Provided entries: Begin
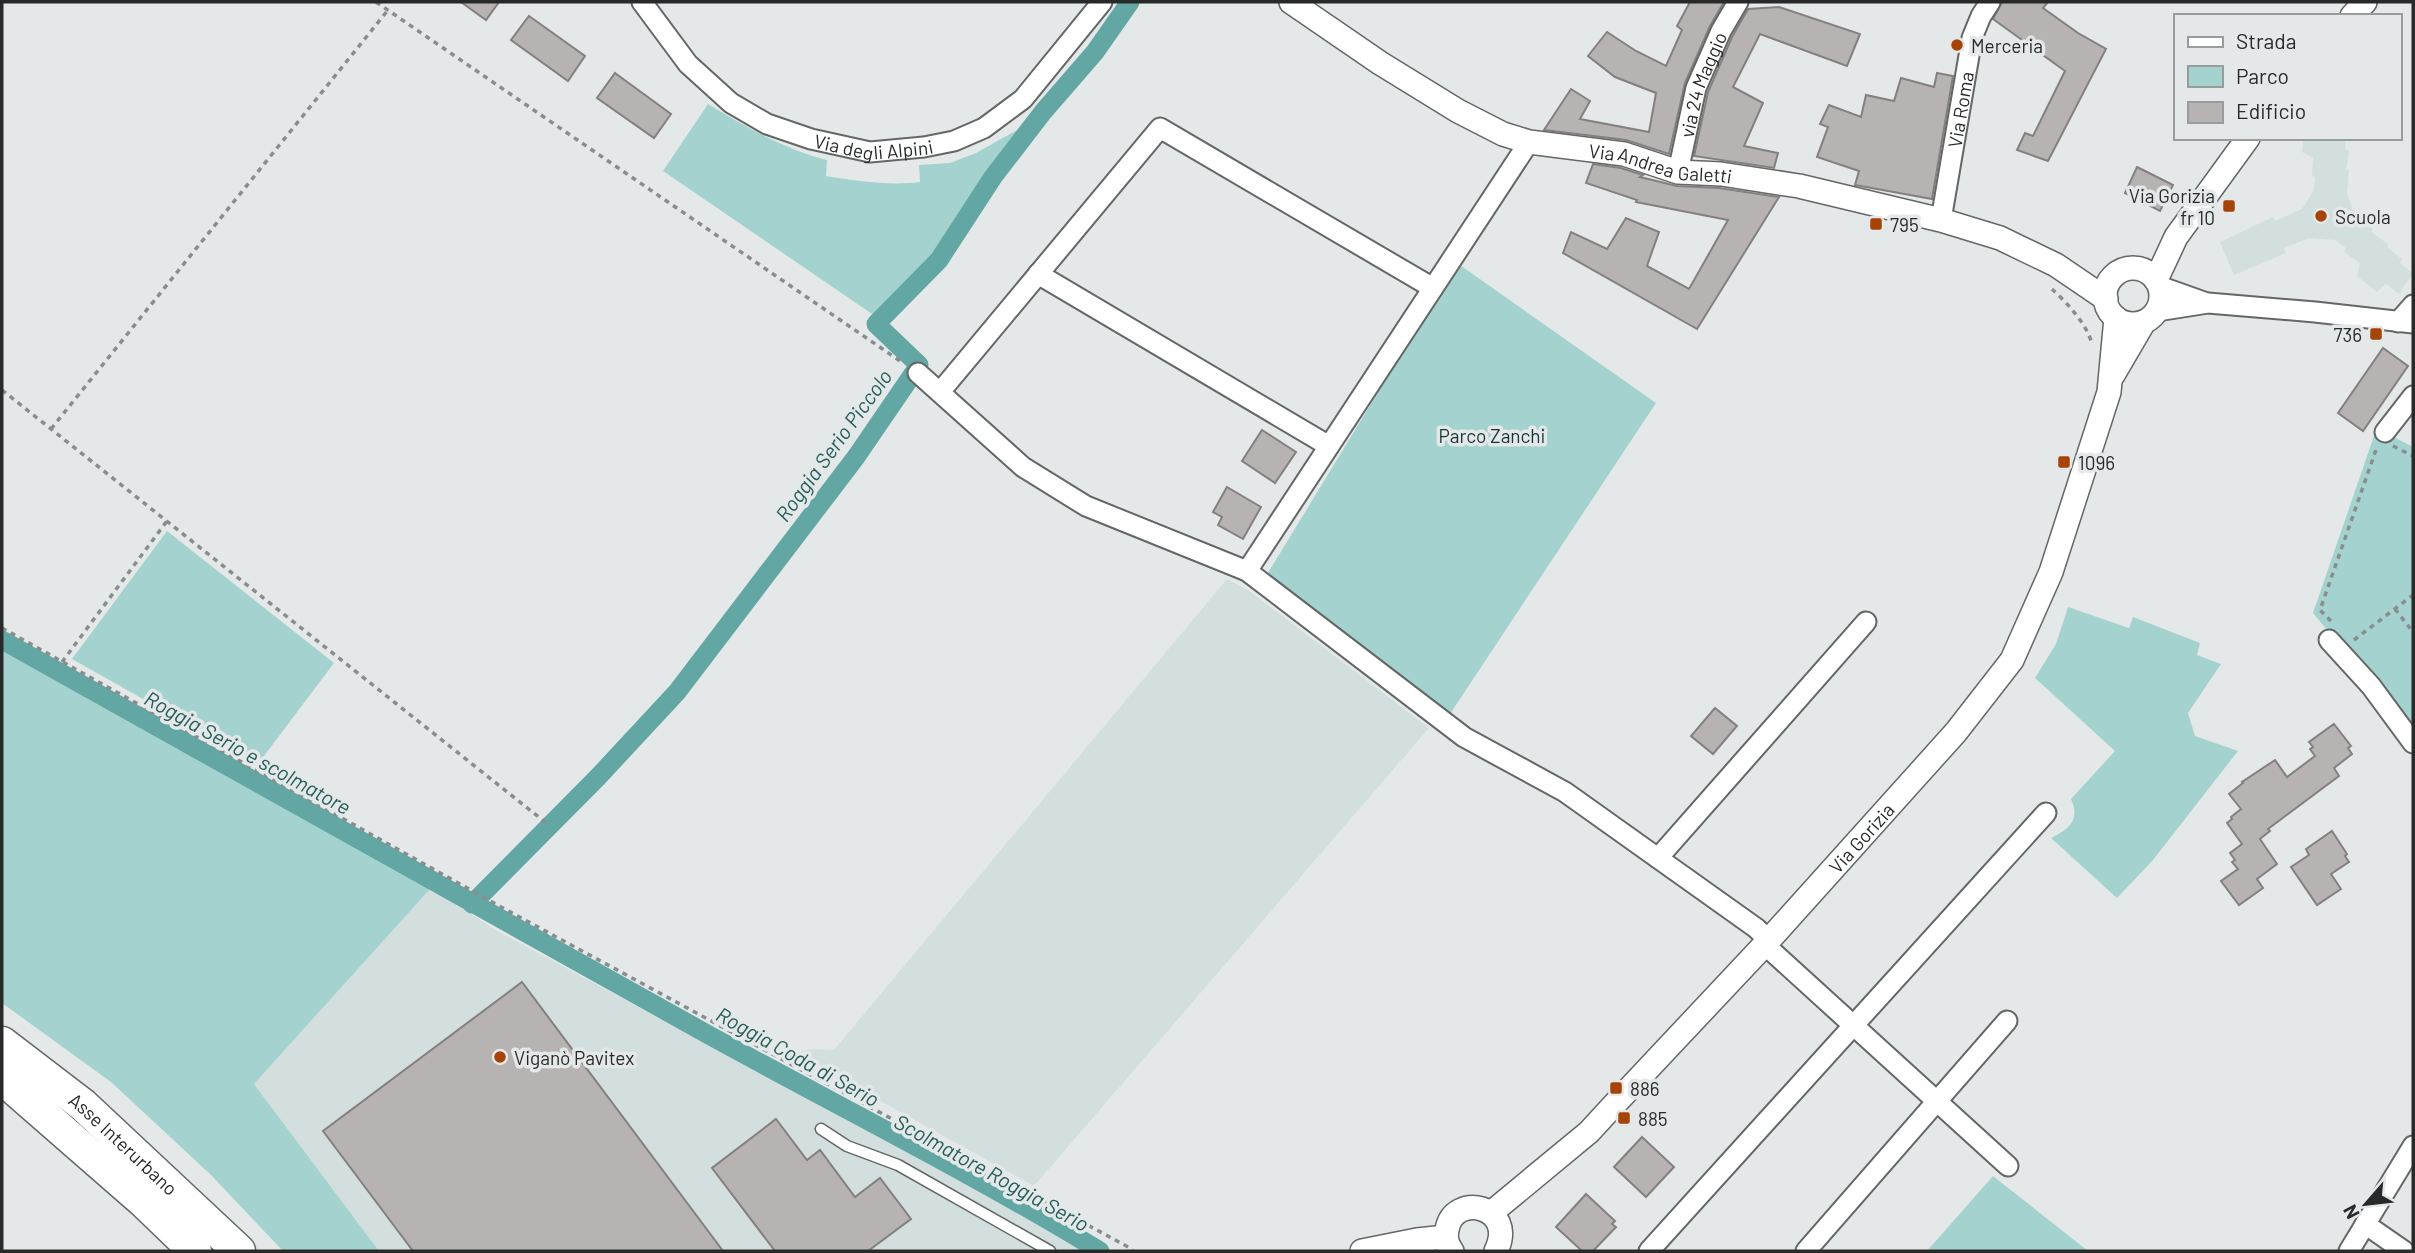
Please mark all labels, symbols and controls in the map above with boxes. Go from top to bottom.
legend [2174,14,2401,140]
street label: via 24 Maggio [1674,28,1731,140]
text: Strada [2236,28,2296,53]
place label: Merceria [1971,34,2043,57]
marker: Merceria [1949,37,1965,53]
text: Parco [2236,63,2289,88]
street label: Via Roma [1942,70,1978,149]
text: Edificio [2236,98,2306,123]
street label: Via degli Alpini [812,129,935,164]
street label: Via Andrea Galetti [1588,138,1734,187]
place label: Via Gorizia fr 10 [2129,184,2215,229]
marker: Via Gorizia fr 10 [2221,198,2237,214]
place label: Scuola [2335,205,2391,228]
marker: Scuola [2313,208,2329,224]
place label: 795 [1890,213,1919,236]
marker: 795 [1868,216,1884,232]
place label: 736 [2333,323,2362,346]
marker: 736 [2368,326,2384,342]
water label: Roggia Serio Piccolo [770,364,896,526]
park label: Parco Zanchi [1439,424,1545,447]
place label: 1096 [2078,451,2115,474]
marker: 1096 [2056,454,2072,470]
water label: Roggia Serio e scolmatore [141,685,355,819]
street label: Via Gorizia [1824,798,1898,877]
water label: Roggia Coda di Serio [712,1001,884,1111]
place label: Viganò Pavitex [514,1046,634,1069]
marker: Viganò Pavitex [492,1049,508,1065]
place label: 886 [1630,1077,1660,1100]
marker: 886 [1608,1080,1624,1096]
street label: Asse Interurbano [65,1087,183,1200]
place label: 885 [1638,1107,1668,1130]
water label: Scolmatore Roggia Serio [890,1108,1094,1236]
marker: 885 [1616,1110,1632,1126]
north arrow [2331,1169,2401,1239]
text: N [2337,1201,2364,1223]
Provided entries: End
### Task objective
Please copy out each line in the entries that mentions the string "Scuola".

### Answer below
place label: Scuola [2335,205,2391,228]
marker: Scuola [2313,208,2329,224]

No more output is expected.